CDJ :Quel message souhaitez-vous adresser aux Gabonais qui s’interrogent sur cette question ?

Justine Judith Lekogo : Je voudrais leur dire que le fait de ne pas être parmi les pays les plus endettés auprès du FMI est certes positif, mais ce n’est pas l’essentiel. La véritable question est de savoir comment la dette est gérée et à quoi elle sert.

Il est crucial de porter une attention particulière à la dette intérieure, car elle influence directement la vie des entreprises, l’emploi et le pouvoir d’achat. Une mauvaise gestion de cette dette peut avoir des conséquences très concrètes et immédiates sur la population.

CDJ : Quelles solutions proposez-vous pour améliorer la gestion de la dette publique ?

Justine Judith Lekogo : Il est indispensable d’adopter une approche globale et équilibrée. L’État doit d’abord assurer un suivi rigoureux de la dette intérieure pour éviter l’accumulation des arriérés. Il doit également prioriser le paiement des entreprises locales, qui sont au cœur de l’économie nationale.

Par ailleurs, l’endettement doit être orienté vers des projets réellement productifs, capables de générer de la croissance et des revenus. Il est aussi essentiel de renforcer la transparence et la gouvernance, afin de garantir une utilisation efficace des ressources publiques.

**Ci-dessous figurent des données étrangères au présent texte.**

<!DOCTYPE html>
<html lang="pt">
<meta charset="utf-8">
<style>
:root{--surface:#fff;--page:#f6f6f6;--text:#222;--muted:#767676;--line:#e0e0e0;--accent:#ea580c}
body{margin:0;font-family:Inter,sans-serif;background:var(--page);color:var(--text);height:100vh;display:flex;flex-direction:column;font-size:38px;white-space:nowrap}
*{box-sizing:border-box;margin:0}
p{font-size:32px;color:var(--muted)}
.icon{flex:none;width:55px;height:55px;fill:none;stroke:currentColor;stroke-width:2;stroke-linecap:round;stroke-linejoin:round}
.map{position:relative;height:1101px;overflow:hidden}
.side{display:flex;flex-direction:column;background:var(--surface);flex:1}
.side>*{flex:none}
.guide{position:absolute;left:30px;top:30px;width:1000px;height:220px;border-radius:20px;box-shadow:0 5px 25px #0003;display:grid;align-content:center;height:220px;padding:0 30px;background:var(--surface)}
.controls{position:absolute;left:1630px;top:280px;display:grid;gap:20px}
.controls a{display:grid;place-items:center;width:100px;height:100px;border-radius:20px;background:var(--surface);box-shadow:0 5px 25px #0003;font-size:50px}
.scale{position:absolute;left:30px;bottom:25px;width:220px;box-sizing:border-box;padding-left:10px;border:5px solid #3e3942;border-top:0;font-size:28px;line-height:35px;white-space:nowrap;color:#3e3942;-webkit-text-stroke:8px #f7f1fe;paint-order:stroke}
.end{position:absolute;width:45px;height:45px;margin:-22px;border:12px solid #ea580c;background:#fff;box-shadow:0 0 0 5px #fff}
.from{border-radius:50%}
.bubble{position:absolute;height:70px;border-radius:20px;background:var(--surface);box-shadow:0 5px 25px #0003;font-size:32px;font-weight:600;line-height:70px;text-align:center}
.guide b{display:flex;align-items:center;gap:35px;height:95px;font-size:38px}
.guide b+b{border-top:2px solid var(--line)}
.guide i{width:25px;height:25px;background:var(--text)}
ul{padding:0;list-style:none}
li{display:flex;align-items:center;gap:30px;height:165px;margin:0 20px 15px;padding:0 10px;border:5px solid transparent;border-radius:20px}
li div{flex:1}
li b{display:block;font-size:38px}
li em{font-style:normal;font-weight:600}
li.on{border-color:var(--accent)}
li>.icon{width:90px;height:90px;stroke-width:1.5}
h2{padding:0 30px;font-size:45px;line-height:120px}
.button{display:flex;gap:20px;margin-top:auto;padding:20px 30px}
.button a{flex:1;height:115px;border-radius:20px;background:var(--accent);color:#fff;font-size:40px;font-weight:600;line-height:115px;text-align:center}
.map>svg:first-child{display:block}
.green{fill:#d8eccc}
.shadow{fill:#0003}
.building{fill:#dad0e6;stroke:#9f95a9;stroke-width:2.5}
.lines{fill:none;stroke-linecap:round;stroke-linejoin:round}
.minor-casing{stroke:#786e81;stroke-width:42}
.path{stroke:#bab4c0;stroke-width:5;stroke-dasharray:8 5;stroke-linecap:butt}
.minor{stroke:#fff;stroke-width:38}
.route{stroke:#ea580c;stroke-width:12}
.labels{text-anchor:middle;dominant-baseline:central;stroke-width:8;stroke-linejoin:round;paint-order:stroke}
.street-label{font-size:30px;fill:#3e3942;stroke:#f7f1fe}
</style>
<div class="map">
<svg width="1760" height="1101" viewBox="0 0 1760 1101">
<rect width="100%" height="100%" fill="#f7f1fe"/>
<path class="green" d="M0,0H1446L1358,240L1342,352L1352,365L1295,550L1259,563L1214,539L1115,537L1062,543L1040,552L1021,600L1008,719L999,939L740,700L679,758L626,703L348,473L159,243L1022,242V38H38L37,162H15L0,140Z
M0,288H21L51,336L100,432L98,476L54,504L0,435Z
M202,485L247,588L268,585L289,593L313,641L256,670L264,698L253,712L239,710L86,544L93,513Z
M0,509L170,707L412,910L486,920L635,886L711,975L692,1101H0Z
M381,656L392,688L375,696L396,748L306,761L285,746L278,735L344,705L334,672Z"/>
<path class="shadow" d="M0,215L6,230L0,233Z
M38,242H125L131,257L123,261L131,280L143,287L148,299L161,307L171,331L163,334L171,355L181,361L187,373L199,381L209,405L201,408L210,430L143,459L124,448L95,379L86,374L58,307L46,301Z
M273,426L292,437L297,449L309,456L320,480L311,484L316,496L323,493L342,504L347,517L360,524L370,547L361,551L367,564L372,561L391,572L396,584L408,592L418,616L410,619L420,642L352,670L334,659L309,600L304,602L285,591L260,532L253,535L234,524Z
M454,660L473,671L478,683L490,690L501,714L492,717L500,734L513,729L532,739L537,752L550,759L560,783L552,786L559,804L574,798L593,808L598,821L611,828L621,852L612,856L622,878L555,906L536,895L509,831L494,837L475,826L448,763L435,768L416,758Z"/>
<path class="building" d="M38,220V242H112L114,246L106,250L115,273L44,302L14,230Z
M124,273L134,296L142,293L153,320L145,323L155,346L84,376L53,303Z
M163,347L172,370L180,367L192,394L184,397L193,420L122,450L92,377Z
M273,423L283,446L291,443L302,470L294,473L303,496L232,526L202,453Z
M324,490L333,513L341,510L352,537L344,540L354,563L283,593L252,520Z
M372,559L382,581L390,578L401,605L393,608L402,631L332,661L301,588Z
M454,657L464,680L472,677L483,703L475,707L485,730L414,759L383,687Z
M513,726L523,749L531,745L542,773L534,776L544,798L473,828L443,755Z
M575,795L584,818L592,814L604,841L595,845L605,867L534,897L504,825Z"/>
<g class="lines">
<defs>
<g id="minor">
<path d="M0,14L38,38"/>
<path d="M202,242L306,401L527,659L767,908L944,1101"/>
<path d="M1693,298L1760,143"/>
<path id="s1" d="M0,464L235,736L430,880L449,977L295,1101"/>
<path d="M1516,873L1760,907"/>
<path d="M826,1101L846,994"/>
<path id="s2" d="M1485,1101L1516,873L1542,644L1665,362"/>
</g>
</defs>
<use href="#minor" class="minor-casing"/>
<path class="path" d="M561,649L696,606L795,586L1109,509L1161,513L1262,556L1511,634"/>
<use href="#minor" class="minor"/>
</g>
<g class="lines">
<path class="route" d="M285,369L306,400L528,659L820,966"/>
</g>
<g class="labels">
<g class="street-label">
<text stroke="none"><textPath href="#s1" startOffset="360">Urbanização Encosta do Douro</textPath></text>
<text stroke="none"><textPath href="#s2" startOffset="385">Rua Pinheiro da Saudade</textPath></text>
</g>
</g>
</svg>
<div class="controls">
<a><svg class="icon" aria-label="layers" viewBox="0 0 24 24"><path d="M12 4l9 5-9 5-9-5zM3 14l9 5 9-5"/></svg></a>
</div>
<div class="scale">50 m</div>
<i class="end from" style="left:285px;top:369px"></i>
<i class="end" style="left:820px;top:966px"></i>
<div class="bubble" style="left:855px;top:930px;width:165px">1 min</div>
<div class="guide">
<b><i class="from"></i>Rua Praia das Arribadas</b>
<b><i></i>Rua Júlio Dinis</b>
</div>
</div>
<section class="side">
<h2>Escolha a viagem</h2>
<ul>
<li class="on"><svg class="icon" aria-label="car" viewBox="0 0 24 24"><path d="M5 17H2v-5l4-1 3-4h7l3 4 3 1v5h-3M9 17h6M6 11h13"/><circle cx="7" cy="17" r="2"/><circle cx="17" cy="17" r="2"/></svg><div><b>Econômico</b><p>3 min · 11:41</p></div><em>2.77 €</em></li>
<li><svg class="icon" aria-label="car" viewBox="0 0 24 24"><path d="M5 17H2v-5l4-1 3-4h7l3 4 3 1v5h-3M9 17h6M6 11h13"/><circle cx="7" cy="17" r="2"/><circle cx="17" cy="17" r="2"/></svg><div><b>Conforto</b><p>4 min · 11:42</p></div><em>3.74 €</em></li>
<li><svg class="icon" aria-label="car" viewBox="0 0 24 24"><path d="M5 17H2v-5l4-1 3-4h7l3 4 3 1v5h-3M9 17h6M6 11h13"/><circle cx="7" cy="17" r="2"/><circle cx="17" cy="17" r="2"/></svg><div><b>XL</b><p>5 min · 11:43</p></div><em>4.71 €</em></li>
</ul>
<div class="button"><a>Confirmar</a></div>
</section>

Enfin, il faut préserver la crédibilité internationale du pays tout en soutenant activement l’économie locale. Les deux dimensions doivent avancer ensemble.

CDJ :Un mot de conclusion, Madame la Députée ?

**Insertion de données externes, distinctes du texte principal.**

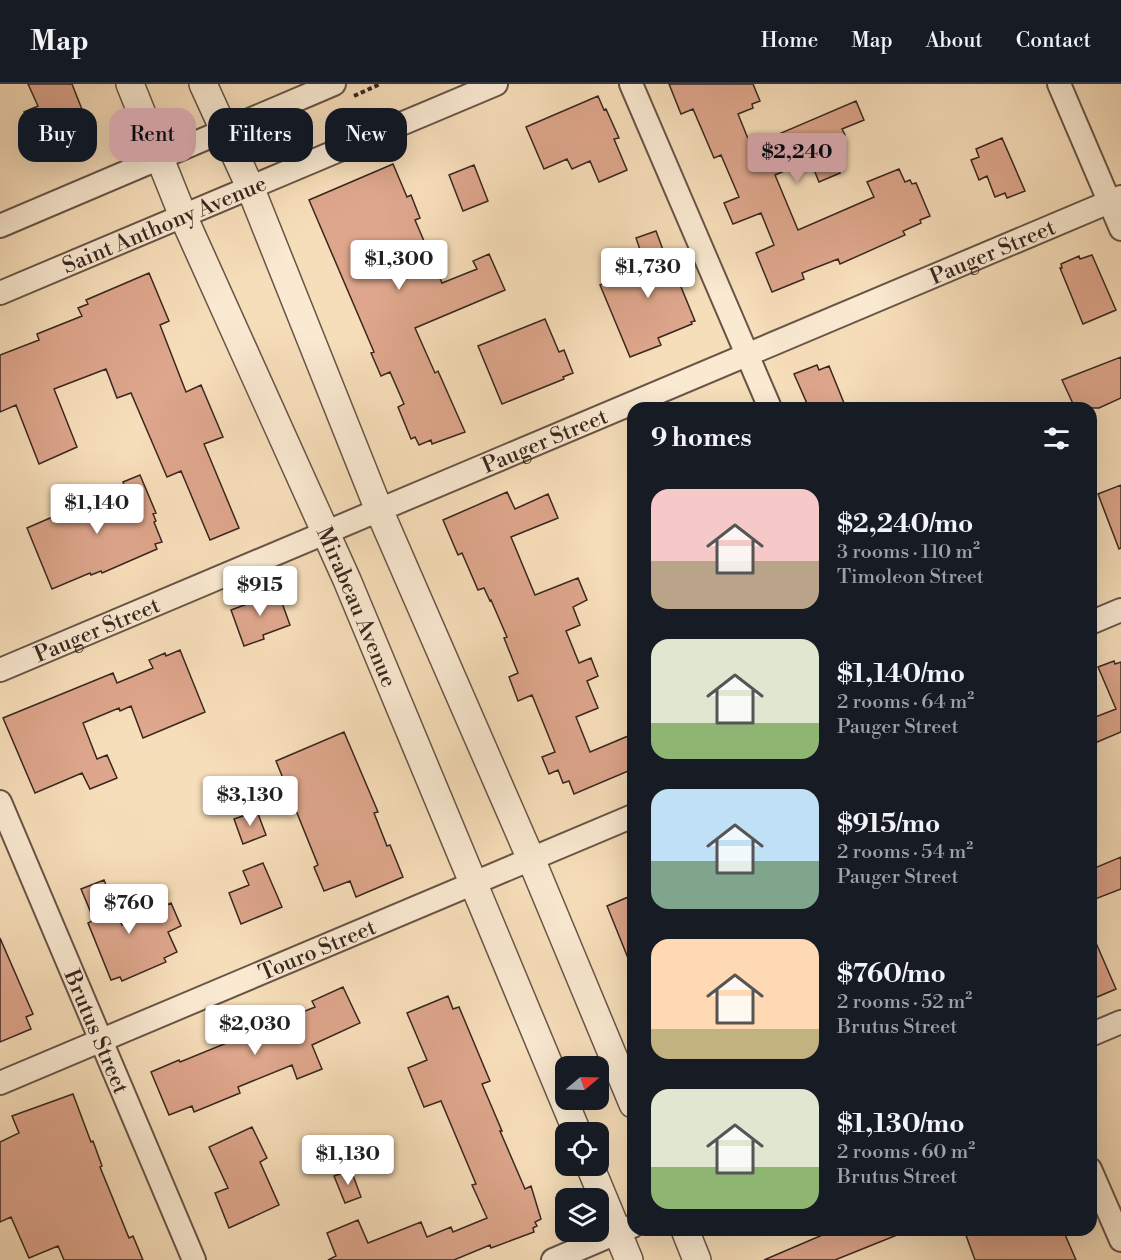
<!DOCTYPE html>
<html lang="en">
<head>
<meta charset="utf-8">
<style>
	:root { --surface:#171b24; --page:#20242c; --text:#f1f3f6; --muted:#9ea1a6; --line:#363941; --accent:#c59692 }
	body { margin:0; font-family:"Libre Bodoni",serif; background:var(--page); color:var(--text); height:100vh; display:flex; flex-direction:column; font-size:22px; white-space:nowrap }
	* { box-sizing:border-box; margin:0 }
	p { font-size:20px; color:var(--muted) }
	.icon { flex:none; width:33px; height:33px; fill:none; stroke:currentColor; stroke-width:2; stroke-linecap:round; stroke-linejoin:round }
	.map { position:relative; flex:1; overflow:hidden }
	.drawer { position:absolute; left:627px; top:318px; width:470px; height:834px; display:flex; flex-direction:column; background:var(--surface); border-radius:18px; box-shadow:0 6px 24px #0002 }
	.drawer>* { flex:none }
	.top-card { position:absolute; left:18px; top:24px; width:519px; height:54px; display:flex; gap:12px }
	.needle { width:39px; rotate:71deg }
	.tools { position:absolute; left:555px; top:972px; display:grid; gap:12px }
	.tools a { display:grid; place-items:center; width:54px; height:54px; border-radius:12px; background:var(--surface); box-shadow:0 6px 24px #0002; font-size:30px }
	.price { position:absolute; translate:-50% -51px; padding:0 14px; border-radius:6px; background:#fff; color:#222; font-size:20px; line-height:39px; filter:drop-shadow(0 2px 3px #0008) }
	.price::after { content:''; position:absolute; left:50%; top:36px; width:18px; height:14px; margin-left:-9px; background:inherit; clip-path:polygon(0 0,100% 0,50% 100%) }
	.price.current { background:var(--accent); color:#111 }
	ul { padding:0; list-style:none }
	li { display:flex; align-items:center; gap:18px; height:150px; padding:0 24px }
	li span { display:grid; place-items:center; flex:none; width:168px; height:120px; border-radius:18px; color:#555 }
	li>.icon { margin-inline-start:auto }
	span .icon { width:72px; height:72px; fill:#fffc; stroke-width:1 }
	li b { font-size:26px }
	h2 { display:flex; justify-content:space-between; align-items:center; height:72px; padding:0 24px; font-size:26px }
	.tag { padding:0 21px; border-radius:18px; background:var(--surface); box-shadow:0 6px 24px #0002; font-size:21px; line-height:54px }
	.tag.current { background:var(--accent); color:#111 }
	header { display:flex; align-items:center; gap:36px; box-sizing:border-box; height:84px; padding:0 30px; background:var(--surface); border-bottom:2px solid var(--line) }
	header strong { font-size:28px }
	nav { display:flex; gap:33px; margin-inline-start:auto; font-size:21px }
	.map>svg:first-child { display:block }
</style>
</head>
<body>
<header>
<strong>Map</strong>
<nav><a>Home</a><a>Map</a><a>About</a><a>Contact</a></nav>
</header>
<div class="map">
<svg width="1121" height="1176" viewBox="0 0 1121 1176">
	<rect width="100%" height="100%" fill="#f7deba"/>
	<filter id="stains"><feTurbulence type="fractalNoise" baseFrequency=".00333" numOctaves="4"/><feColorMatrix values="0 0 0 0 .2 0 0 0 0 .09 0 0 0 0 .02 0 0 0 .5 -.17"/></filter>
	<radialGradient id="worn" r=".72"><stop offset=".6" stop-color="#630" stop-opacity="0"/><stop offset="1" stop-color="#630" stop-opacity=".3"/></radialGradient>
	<!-- building -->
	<path fill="#dea68c" stroke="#392720" stroke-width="1.5" d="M28,0H72L83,28L79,30L83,37L51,50L46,38L30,44L24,28L38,22Z
		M669,0H753L760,17L752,20L753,24L738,30L751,62L856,17L864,36L842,45L845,51L827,59L840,89L819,98L810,76L775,91L798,146L874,113L867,98L899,85L905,98L910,96L912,100L916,99L930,132L920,136L921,139L903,147L905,151L840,180L838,175L802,189L804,195L772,208L756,169L774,161L761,129L733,140L724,119L739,113L721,71L714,74L693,25L681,30Z
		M598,12L604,26L606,25L619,54L614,55L627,86L599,98L590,77L572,85L567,75L544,85L526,43Z
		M1002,54L1025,107L1007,114L1005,109L995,113L987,92L979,96L971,76L979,73L976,65Z
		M393,80L407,113L411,111L420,134L415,136L442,199L477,185L473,177L489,170L505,206L415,244L435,289L438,287L465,348L432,360L431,356L419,361L415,353L411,355L398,323L404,320L390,288L381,292L371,269L374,268L309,116Z
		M474,81L488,117L463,127L449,91Z
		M656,147L669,182L672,181L695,237L691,238L692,240L658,254L661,261L630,273L600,201L609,197L608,195L645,180L636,154Z
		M1092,171L1116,226L1083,240L1060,184H1062L1061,180L1079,172L1080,175Z
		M149,189L169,237L160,241L186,308L201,301L223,353L204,360L239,444L210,456L181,387L167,393L131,309L117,314L106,285L54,305L77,363L39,380L16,321L0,328V271L39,256L37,250L82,232L78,224L88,220L86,216Z
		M545,235L559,268L564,266L573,289L563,293L564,295L502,320L478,262Z
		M1121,273V314L1099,324H1075L1062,296Z
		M817,281L819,286L829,282L846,324H809L794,290Z
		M140,391L156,429L153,430L156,437L154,438L162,458L155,460L157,465L102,489L101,487L91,491L90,489L52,505L27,444L64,428L63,424L90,412L93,419L126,406L123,398Z
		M1121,401V464L1119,465L1098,410Z
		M507,408L515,425L548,410L558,434L511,453L535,511L578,494L587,516L573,523L580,541L566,547L579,579L591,574L598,592L587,597L598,624L576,633L590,668L633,650V685L574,710L569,697L563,699L558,686L549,690L542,673L555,668L532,611L518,617L509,593L518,589L504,554L507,553L491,516L490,517L484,504L478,506L462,469L458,471L443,436Z
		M277,505L290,541L263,551L264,555L244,562L231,526L247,520L246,516Z
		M180,566L205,628L143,654L131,622L120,627L119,624L83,639L97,675L107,671L117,694L90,705L82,689L35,709L3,634L113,589L117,599L153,584L149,576L165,569L166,572Z
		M1114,577L1115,580L1121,578V648L1090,661V635L1116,625L1098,583Z
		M344,648L378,728L374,729L387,762L390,761L403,793L356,813L350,797L324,807L314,783L318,781L276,677Z
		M257,727L266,751L243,760L234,735Z
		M1121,773V805L1090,817V786Z
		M263,779L282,823L241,840L229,809L249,801L243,787Z
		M104,796L122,841L171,819L181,842L168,848L177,868L164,874L166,878L122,897L120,893L111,896L88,839L94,836L81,805Z
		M633,811V884H632L607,822Z
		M1090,845L1116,905L1090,916Z
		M0,854L33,930L26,933L31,945L0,958Z
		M343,903L360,939L312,961L322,985L297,995L292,981L238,1003L240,1009L194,1028L192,1022L169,1031L151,988L179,976L180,978L315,923L312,917Z
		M448,912L453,925L459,923L490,997L482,1000L502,1047H500L525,1105L531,1102L541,1135L535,1138L537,1142L533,1144L534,1148L491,1164L490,1161L454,1176H328L336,1172L327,1149L358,1136L368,1159L421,1138L427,1153L451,1143L453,1148L487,1134L472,1101L476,1100L441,1017L424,1023L408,984L427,976L407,929Z
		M73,1010L91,1058L93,1057L102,1082L100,1083L129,1154L133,1152L143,1176H64L58,1162L29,1174L11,1133L0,1138V1058L19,1049L12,1032Z
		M252,1043L267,1074L260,1078L279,1121L229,1144L215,1109L228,1104L209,1063Z
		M351,1086L361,1113L345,1119L334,1092Z
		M834,1146L907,1147L835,1176H764Z
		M964,1146H1063L1076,1176H975Z"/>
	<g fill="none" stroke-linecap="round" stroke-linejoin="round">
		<!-- minor casing -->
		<g stroke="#685546" stroke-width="26">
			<g id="minor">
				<path d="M631,0L770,324"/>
				<path d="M1059,0L1121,145"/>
				<path d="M0,142L334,0"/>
				<path id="s1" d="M0,209L496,0"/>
				<path d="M1090,539L1121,526"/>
				<path id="s2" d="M0,586L1121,113"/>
				<path id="s3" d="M0,718L194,1176"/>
				<path d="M1090,951L1121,938"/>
				<path id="s4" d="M0,999L633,732"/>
				<path d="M1090,1085L1121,1156"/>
				<path d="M553,1176L633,1142"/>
			</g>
		</g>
		<!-- tertiary casing -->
		<g stroke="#685546" stroke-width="30">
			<g id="tertiary">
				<path id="s5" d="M130,0L183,132L347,496L577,1048"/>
				<path d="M203,0L250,103L379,426L531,775L633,1020"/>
				<path d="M590,1082L629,1176"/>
				<path d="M685,1146L697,1176"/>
			</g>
		</g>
		<!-- path -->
		<path stroke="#392720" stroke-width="4" stroke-dasharray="4.5 3" stroke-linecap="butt" d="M354,12L380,0
			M258,61L298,43"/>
		<!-- minor -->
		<use href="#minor" stroke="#faead2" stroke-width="22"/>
		<!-- tertiary -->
		<use href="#tertiary" stroke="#faead2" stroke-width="27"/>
	</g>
	<g text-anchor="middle" stroke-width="6" stroke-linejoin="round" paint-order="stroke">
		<!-- street labels -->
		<g font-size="22" fill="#392720" stroke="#faead2">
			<text dy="8" stroke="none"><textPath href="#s1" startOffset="178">Saint Anthony Avenue</textPath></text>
			<text dy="8" stroke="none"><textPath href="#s2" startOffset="1077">Pauger Street</textPath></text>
			<text dy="8" stroke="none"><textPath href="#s2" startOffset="591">Pauger Street</textPath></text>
			<text dy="8" stroke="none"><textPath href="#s5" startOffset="570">Mirabeau Avenue</textPath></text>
			<text dy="8" stroke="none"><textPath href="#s2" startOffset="105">Pauger Street</textPath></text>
			<text dy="8" stroke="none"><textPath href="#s4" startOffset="344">Touro Street</textPath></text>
			<text dy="8" stroke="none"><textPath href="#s3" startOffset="249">Brutus Street</textPath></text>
		</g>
	</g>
	<rect width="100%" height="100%" filter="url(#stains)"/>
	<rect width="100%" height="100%" fill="url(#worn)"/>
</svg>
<div class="tools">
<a><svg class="needle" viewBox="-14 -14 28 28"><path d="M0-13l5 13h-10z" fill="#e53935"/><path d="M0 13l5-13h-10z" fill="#9ea1a6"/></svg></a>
<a><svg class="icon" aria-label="locate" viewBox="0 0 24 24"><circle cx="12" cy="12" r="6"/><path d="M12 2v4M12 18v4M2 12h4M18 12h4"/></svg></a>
<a><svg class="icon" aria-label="layers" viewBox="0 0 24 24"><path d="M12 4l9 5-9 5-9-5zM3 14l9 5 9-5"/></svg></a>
</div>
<b class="price current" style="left:797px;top:100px">$2,240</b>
<b class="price" style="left:399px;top:207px">$1,300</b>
<b class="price" style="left:648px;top:215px">$1,730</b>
<b class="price" style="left:97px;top:451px">$1,140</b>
<b class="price" style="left:260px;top:533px">$915</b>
<b class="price" style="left:250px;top:743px">$3,130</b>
<b class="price" style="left:129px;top:851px">$760</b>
<b class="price" style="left:255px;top:972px">$2,030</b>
<b class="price" style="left:348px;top:1102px">$1,130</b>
<div class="top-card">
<a class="tag">Buy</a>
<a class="tag current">Rent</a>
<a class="tag">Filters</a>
<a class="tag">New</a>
</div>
<section class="drawer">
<h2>9 homes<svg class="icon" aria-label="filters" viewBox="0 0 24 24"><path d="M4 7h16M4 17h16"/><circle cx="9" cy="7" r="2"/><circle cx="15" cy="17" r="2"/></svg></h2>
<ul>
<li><span style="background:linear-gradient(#f6c9c9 60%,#b9a48a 0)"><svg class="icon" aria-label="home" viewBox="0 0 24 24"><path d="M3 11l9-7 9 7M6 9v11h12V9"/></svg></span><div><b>$2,240/mo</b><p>3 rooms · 110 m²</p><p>Timoleon Street</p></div></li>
<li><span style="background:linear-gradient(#dfe7d0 70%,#8fb573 0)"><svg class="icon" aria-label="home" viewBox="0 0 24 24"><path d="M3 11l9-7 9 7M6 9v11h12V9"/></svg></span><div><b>$1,140/mo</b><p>2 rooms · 64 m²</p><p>Pauger Street</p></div></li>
<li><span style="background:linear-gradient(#bfe0f5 60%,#7fa58c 0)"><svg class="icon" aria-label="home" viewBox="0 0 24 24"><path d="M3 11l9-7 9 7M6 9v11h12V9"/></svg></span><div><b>$915/mo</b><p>2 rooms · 54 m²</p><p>Pauger Street</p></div></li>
<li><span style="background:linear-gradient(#ffd9b3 75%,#c2b280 0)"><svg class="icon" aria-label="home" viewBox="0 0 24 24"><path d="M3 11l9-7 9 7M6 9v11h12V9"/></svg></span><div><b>$760/mo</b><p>2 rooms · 52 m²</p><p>Brutus Street</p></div></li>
<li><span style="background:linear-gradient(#dfe7d0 65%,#8fb573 0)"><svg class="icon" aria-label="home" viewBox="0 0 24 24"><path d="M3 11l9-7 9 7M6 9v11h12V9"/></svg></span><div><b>$1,130/mo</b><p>2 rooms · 60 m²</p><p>Brutus Street</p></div></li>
</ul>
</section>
</div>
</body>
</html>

Justine Judith Lekogo :La dette publique ne doit pas être jugée uniquement par son volume. Elle doit être analysée à travers sa qualité, son utilisation et ses impacts sur l’économie et la société.

Un pays ne se développe pas en évitant la dette, mais en l’utilisant intelligemment. Lorsqu’elle est bien orientée, la dette peut devenir un levier puissant de création de richesse et de développement durable.